And then, finally, there’s the obvious question of cause and effect. Are people working so many hours because we’ve just somehow independently conceived this desire for lattes and Panini and dog-walkers and the like, or is it that people are grabbing food and coffee on the go and hiring people to walk their dogs because they’re all working so much?
Maybe part of the answer is that people forgot about the expectation of more leisure time, and there’s no political agency to demand it anymore, and hence no need to explain what happened to it. I mean, there’s no wildcat strikes anymore.
Well, we can talk about the decline of the union movement, but it runs deeper. In the late 19th and early 20th centuries, one of the great divisions between anarcho-syndicalist unions, and socialist unions, was that the latter were always asking for higher wages, and the anarchists were asking for less hours. That’s why the anarchists were so entangled in struggles for the eight-hour day. It’s as if the socialists were essentially buying into the notion that work is a virtue, and consumerism is good, but it should all be managed democratically, while the anarchists were saying, no, the whole deal—that we work more and more for more and more stuff—is rotten from the get-go.
I’ve said this before, but I think one of the greatest ironies of history is how this all panned out when workers’ movements did manage to seize power. It was generally the classic anarchist constituencies—recently proletarianized peasants and craftsmen—who rose up and made the great revolutions, whether in Russia or China or for that matter Algeria or Spain—but they always ended up with regimes run by socialists who accepted that labor was a virtue in itself and the purpose of labor was to create a consumer utopia. Of course they were completely incapable of providing such a consumer utopia. But what social benefit did they actually provide? Well, the biggest one, the one no one talks about, was guaranteed employment and job security—the “iron rice bowl”, they called it in China, but it went by many names.

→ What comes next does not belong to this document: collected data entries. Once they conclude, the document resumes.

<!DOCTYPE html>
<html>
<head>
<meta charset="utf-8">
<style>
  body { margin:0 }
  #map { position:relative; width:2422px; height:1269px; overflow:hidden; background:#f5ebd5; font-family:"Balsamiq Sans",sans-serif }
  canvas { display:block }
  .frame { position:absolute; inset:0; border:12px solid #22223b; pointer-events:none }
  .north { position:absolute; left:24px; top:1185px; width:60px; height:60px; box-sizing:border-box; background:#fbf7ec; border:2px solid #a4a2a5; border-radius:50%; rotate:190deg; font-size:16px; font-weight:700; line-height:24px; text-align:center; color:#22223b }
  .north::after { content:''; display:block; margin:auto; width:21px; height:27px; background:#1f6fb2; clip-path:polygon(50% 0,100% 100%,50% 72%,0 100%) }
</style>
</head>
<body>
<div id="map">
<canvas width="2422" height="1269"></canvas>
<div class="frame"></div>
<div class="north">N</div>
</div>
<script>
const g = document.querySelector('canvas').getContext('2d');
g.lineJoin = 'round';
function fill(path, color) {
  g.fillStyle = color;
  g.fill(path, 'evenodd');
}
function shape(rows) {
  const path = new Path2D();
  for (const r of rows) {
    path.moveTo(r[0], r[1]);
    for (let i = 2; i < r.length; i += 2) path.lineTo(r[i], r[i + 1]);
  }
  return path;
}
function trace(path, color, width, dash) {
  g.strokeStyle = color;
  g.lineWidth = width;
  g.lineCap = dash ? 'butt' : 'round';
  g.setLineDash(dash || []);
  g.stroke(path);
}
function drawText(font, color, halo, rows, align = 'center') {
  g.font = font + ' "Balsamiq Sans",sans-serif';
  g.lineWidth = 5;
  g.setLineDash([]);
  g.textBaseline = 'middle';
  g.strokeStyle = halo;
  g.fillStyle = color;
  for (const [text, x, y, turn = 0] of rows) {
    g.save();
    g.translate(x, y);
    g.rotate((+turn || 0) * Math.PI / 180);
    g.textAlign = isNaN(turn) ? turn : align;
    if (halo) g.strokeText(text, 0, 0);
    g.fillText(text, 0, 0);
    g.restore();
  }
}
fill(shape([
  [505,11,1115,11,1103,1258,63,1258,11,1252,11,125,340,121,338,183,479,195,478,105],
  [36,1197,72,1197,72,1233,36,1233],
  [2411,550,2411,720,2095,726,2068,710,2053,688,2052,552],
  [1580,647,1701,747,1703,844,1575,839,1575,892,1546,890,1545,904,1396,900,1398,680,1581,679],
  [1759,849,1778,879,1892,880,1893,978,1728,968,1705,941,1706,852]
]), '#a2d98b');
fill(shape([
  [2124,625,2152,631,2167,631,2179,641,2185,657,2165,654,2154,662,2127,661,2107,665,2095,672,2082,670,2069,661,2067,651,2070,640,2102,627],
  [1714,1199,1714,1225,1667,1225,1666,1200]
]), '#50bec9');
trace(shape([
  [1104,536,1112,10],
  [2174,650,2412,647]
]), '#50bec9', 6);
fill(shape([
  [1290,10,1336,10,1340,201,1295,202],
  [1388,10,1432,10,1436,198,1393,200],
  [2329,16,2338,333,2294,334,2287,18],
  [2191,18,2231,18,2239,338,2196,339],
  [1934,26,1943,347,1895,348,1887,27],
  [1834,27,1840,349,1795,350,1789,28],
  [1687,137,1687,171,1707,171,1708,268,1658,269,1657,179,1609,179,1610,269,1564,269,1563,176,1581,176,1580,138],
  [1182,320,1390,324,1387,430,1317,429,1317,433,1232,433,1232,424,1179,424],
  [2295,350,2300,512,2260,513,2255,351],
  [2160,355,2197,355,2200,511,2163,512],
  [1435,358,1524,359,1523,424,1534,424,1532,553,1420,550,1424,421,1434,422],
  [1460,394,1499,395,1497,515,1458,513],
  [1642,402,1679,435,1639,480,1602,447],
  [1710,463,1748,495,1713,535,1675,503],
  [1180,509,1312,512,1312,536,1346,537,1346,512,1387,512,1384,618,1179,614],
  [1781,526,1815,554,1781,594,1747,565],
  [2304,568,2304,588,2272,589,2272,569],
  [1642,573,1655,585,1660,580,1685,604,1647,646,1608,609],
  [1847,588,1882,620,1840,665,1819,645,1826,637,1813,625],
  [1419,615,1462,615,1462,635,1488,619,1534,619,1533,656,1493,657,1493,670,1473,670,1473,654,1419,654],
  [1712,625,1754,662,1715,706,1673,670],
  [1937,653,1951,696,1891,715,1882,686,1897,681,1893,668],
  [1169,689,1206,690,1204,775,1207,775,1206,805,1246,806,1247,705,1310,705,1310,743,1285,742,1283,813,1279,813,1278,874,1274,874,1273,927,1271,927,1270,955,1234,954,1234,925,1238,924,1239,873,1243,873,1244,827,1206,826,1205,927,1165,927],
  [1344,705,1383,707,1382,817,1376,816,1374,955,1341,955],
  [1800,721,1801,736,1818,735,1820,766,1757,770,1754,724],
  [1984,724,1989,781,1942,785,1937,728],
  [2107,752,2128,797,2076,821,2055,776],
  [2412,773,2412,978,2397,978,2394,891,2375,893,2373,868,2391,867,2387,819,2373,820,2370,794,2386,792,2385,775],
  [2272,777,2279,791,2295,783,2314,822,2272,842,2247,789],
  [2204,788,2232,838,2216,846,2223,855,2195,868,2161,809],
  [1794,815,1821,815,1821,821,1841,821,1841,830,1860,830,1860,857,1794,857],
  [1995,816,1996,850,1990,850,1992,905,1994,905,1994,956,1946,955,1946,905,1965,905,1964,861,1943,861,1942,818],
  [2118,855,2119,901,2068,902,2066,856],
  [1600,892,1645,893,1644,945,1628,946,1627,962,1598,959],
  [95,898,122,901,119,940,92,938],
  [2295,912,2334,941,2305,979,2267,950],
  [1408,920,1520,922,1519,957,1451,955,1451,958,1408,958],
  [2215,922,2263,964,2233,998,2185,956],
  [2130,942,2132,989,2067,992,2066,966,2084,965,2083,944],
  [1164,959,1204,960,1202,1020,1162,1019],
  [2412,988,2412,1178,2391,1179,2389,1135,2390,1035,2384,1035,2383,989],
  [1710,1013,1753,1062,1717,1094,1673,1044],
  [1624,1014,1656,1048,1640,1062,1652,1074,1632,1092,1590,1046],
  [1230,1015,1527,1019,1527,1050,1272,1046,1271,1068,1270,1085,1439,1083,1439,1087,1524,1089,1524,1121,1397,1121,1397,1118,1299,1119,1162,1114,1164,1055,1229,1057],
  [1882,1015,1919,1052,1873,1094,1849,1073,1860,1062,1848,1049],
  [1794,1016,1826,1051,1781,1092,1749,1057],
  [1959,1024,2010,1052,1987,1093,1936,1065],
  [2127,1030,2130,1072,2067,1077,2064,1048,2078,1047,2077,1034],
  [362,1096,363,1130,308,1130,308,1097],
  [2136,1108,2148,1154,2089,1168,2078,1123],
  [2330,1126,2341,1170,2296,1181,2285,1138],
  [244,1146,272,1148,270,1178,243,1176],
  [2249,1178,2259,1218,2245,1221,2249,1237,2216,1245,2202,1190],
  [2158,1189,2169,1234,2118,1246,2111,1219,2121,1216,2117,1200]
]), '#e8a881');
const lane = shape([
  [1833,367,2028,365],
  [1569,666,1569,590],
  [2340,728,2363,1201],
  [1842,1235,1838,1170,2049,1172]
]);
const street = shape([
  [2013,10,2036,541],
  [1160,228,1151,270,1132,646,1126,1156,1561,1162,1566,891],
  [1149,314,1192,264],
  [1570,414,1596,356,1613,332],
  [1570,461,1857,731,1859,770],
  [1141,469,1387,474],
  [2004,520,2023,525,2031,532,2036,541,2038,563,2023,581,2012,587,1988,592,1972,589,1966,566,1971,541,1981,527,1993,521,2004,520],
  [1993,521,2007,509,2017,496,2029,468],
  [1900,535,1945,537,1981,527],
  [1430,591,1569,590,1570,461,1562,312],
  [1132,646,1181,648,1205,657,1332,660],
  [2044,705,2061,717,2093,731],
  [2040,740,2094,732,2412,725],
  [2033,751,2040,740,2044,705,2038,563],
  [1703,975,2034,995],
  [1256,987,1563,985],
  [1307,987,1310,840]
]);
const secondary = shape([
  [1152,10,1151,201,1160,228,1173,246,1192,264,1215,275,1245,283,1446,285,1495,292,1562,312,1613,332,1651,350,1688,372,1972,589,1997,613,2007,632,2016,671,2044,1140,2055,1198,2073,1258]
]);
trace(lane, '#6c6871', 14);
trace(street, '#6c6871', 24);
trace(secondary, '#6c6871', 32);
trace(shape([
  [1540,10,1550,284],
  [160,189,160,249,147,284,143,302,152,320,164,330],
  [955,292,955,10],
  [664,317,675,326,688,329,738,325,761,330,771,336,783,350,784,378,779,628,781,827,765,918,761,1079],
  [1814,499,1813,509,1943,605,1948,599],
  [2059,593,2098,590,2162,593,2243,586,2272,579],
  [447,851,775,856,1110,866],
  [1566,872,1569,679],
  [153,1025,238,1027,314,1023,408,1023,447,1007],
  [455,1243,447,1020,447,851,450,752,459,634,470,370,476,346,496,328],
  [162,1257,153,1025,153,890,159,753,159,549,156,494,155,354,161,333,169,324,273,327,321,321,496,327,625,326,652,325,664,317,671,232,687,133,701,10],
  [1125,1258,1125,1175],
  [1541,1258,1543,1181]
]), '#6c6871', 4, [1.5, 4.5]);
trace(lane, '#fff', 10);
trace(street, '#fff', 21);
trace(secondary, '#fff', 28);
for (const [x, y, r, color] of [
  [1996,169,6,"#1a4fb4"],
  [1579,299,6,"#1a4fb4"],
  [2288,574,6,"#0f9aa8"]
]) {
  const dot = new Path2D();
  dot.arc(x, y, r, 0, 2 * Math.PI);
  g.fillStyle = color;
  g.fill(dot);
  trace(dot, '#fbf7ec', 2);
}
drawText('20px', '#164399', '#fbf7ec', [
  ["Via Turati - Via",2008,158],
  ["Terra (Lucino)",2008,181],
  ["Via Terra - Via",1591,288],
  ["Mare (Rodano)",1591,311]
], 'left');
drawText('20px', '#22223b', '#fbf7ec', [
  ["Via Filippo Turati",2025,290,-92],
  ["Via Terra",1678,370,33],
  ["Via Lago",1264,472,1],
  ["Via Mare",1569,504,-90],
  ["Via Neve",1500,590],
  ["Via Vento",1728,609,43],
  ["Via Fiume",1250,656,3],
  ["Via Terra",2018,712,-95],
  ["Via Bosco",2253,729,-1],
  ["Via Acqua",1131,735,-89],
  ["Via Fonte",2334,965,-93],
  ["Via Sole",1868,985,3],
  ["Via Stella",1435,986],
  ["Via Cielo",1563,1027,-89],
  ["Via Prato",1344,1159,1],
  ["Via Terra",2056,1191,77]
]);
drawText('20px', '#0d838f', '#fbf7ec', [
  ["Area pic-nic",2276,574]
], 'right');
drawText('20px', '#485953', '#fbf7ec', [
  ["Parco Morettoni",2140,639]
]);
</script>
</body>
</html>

[In socialist regimes], you couldn’t really get fired from your job. As a result you didn’t really have to work very hard... I have a lot of friends who grew up in the USSR, or Yugoslavia, who describe what it was like. You get up. You buy the paper. You go to work. You read the paper. Then maybe a little work, and a long lunch, including a visit to the public bath. If you think about it in that light, it makes the achievements of the socialist bloc seem pretty impressive: a country like Russia managed to go from a backwater to a major world power with everyone working maybe on average four or five hours a day. But the problem is they couldn’t take credit for it. They had to pretend it was a problem, “the problem of absenteeism,” or whatever, because of course work was considered the ultimate moral virtue. They couldn’t take credit for the great social benefit they actually provided. Which is, incidentally, the reason that workers in socialist countries had no idea what they were getting into when they accepted the idea of introducing capitalist-style work discipline. “What, we have to ask permission to go to the bathroom?” It seemed just as totalitarian to them as accepting a Soviet-style police state would have been to us.
That ambivalence in the heart of the worker’s movement remains... On the one hand, there’s this ideological imperative to validate work as virtue in itself. Which is constantly being reinforced by the larger society. On the other hand, there’s the reality that most work is obviously stupid, degrading, unnecessary, and the feeling that it is best avoided whenever possible. But it makes it very difficult to organize, as workers, against work.
Let’s talk about “bullshit jobs.” What do you mean by this phrase?
When I talk about bullshit jobs, I mean, the kind of jobs that even those who work them feel do not really need to exist. A lot of them are made-up middle management, you know, I’m the “East Coast strategic vision coordinator” for some big firm, which basically means you spend all your time at meetings or forming teams that then send reports to one another. Or someone who works in an industry that they feel doesn’t need to exist, like most of the corporate lawyers I know, or telemarketers, or lobbyists…. Just think of when you walk into a hospital, how half the employees never seem to do anything for sick people, but are just filling out insurance forms and sending information to each other. Some of that work obviously does need to be done, but for the most part, everyone working there knows what really needs to get done and that the remaining 90 percent of what they do is bullshit. And then think about the ancillary workers that support people doing the bullshit jobs: here’s an office where people basically translate German formatted paperwork into British formatted paperwork or some such, and there has to be a whole infrastructure of receptionists, janitors, security guards, computer maintenance people, which are kind of second-order bullshit jobs, they’re actually doing something, but they’re doing it to support people who are doing nothing.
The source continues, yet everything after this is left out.